At the same time the Chancellor sought to reassure the markets of his commitment to tackling Britain's record deficit, with a further £9 billion in savings on top of £11 billion of efficiency measures by 2012-13 in December's Pre-Budget Report (PBR).

Whitehall departments announced their contributions towards the £11 billion savings - many of them previously announced - including £4.35 billion from the Department of Health and the NHS, £1.1 billion from the Children's Department and £700 million from the Ministry of Defence.

But the proposed savings - to come largely from back-office functions like IT, procurement, consultants and administration, or by cutting costs such as staff sickness and energy bills - were ridiculed by opposition politicians who said they were too vague to be credible.

The biggest cheer on the Labour benches came when Mr Darling announced a new clampdown on tax evasion, including an information-sharing agreement with Belize - the Central American tax haven where the "non-dom" Tory deputy chairman Lord Ashcroft reportedly has much of his fortune.

Experts suggested the arrangement - to be formalised at a signing ceremony with the High Commissioner for Belize this morning - would be of far more political than financial value to Labour.



Mr Osborne said Mr Darling was "not being straight with people" over the personal allowances row.

He told Sky News: "He has frozen the personal income tax allowance.

"That is an effective tax rise on 30 million working people, because when he said he was going to freeze it last autumn, inflation was negative. Now inflation is 3.7 per cent on the RPI.

"What that means, in effect, is a tax rise for millions of working people and, if you're someone on the basic rate, that's around £50 extra tax a year, if you're a couple, around £100 extra tax a year, and of course that's not including the National Insurance tax on people's incomes which is coming down the track."

Asked if he would have raised the personal allowances, Mr Osborne said: "I would have got to grips with the waste, the bloat, the excessive spending that got Britain into the problem it faces today.

"I would have set out a credible plan to deal with the debts, that would have protected our country's credit rating, kept interest rates lower for longer, and avoided the ever-increasing spiral of taxes which seem to come from this Government to working people."

Asked if he would raise taxes, including VAT, he said: "No Chancellor or Shadow Chancellor, including Alistair Darling or indeed Gordon Brown before him, would ever rule out tax rises in the future - that would be a totally irresponsible thing to do.

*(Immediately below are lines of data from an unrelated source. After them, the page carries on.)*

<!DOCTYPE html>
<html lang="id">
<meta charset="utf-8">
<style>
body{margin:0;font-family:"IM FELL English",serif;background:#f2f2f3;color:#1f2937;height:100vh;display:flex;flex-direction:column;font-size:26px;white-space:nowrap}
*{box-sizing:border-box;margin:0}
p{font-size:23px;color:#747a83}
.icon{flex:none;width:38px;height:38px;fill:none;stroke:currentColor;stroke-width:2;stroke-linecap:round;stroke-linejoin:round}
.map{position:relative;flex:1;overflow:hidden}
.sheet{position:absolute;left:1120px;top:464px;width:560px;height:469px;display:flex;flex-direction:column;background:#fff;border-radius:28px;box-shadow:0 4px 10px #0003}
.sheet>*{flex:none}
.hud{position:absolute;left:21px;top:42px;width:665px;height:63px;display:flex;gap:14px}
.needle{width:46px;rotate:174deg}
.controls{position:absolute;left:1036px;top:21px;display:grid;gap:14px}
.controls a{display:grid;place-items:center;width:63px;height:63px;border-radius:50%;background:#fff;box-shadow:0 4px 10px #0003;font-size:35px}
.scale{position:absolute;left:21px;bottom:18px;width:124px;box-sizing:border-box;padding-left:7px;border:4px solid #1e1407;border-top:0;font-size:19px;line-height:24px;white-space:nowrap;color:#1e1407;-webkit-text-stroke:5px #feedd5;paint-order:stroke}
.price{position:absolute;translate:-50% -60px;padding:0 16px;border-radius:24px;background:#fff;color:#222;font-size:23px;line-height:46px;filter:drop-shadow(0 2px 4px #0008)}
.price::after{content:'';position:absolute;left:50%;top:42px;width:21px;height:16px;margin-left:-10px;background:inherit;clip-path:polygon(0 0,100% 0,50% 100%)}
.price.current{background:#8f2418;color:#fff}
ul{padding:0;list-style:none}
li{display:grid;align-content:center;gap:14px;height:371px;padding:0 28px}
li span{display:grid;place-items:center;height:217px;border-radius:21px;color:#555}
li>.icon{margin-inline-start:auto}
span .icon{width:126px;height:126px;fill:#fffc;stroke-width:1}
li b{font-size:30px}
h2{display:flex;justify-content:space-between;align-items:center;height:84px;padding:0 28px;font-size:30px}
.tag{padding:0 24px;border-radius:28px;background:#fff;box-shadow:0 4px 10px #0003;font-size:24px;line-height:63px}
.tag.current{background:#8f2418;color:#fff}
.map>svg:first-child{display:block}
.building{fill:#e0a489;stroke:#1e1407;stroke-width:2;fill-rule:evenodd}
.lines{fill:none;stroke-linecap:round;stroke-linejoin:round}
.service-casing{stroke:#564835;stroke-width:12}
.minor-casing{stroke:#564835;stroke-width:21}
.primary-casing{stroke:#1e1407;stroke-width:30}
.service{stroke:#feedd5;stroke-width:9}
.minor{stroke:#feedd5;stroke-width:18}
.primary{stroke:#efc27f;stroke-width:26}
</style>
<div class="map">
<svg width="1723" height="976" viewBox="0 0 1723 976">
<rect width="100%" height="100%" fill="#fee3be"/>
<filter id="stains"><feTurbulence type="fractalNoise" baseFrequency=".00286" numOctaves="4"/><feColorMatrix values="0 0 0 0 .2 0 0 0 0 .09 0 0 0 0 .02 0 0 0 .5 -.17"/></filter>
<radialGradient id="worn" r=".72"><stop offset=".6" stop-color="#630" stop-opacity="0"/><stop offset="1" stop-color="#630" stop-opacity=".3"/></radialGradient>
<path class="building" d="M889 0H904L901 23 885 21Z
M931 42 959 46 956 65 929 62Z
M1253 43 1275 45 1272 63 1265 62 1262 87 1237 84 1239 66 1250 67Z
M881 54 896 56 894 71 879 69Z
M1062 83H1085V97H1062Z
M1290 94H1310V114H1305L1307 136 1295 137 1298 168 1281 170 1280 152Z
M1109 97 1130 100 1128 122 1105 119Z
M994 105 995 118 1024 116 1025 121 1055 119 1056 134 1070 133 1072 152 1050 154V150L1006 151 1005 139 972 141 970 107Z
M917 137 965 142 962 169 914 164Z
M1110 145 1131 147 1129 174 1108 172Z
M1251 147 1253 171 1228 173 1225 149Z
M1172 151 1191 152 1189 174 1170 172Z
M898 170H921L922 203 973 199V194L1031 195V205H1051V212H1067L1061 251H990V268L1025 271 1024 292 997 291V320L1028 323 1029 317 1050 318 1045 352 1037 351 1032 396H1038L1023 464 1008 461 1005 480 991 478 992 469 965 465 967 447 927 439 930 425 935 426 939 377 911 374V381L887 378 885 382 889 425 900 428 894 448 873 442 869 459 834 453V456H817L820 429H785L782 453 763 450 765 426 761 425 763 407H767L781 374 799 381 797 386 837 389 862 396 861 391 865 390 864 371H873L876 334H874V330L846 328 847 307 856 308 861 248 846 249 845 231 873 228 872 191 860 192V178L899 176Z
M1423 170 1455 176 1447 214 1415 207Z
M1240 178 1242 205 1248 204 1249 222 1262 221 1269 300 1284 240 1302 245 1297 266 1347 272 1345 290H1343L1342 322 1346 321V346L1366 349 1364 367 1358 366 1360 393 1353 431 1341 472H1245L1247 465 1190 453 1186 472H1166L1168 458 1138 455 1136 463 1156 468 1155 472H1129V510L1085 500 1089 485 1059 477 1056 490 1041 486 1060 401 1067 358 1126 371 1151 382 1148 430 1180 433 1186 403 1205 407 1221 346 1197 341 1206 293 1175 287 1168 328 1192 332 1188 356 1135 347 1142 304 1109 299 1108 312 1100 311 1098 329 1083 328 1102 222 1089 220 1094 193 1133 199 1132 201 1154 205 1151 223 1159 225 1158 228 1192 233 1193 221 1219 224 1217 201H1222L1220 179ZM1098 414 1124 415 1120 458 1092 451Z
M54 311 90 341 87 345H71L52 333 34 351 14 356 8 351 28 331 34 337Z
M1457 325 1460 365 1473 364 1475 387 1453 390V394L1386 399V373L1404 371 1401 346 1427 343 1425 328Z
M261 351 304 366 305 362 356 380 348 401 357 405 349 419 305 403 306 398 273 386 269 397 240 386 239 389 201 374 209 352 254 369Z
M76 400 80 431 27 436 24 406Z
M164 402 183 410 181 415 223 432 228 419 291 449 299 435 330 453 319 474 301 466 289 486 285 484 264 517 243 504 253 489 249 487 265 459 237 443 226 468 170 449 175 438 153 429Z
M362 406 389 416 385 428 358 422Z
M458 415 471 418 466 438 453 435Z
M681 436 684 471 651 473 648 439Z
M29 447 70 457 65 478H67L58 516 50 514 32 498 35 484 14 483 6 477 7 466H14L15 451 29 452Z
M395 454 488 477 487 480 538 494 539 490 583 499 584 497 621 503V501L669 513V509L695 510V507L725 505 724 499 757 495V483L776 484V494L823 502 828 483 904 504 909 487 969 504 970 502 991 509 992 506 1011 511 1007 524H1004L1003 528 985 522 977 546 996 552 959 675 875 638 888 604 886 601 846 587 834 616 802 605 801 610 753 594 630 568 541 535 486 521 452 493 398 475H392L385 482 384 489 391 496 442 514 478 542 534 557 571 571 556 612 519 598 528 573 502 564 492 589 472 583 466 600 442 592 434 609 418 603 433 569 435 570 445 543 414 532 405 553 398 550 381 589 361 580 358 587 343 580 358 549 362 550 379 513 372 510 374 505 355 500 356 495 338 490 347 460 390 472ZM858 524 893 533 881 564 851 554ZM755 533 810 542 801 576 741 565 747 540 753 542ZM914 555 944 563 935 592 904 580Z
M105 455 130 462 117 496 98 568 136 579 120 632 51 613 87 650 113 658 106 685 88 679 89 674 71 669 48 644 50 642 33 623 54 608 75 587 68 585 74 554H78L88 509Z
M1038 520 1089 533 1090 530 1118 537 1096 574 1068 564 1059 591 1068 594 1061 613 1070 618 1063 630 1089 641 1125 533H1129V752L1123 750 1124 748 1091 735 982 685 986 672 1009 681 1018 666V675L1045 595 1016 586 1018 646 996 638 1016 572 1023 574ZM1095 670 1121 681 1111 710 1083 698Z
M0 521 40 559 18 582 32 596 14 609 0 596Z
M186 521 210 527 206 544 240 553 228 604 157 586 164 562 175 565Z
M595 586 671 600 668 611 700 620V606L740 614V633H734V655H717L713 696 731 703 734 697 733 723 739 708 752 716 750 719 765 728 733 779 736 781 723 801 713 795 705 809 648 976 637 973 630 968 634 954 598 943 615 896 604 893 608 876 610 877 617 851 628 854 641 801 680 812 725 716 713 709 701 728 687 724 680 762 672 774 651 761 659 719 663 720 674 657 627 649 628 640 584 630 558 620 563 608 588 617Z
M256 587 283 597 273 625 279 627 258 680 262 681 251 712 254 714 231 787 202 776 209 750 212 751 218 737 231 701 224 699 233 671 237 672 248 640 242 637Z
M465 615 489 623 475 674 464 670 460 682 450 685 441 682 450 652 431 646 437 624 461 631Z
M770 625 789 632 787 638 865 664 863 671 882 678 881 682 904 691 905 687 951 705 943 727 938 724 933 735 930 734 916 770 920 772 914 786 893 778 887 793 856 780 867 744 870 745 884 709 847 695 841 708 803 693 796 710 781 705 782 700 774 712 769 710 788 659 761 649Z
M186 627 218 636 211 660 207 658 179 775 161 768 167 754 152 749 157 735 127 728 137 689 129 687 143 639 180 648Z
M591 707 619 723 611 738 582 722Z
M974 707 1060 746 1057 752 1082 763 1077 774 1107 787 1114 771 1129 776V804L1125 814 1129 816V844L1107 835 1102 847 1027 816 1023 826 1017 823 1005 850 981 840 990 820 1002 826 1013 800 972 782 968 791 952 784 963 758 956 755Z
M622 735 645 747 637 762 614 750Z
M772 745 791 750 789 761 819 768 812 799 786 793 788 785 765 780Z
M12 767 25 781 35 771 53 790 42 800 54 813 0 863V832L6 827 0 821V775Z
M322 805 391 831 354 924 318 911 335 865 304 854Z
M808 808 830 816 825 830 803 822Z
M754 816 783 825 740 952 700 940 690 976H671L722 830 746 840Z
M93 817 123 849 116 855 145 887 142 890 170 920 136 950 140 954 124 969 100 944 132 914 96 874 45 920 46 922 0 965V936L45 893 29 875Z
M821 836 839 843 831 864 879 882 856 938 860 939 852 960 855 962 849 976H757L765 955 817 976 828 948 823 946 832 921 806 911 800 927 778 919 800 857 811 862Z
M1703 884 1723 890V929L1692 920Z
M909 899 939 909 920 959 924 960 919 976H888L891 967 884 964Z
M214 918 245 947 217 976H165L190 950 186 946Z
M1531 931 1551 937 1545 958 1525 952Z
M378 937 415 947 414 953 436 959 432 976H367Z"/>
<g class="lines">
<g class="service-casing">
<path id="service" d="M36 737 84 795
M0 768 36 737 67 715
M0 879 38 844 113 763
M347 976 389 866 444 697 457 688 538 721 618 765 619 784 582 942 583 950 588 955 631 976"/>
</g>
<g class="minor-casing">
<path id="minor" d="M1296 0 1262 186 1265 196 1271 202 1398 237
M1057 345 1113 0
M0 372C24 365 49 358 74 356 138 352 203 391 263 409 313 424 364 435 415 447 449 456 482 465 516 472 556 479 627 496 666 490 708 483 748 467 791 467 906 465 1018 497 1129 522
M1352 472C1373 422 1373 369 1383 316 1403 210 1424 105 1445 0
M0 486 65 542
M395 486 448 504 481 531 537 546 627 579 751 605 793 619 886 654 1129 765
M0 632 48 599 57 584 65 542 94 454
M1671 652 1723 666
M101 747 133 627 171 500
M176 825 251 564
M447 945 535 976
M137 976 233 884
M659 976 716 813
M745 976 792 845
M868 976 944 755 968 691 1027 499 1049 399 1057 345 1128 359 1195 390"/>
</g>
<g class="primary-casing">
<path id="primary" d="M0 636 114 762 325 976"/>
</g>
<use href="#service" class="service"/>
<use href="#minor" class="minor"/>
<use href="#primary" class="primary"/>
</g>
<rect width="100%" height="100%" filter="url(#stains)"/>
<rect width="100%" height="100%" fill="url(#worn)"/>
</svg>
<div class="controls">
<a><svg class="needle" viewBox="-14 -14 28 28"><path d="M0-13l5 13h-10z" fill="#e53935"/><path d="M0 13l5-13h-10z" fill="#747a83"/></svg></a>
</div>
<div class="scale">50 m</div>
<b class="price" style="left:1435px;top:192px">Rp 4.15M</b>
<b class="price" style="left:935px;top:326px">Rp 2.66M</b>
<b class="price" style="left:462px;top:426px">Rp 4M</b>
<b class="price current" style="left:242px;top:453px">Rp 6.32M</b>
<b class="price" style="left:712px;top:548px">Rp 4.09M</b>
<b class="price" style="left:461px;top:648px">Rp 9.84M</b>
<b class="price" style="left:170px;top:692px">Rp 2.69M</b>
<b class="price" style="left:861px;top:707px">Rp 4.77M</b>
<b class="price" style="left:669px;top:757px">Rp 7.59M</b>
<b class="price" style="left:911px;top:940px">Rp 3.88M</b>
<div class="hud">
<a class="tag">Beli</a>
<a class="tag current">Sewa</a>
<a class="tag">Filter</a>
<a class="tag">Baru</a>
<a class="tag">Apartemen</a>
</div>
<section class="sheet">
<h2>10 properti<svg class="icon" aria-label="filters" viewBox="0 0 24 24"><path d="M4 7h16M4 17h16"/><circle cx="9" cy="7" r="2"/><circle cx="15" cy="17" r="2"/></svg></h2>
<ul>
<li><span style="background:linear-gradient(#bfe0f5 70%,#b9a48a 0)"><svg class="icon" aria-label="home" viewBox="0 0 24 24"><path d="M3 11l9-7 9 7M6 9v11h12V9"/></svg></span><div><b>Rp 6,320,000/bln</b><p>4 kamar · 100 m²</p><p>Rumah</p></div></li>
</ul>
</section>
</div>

"What I am saying to you is telling you about my priorities and values, which are about trying to avoid tax rises on working people by dealing with bloated government waste that has caused this debt problem, that threatens higher interest rates, that costs jobs, and puts taxes up on working people."

He said his first priority was to avoid the National Insurance rise.

Asked when he would have his own Budget, if the Tories win the election and he is Chancellor, he said: "We'd have it within 50 days of the election."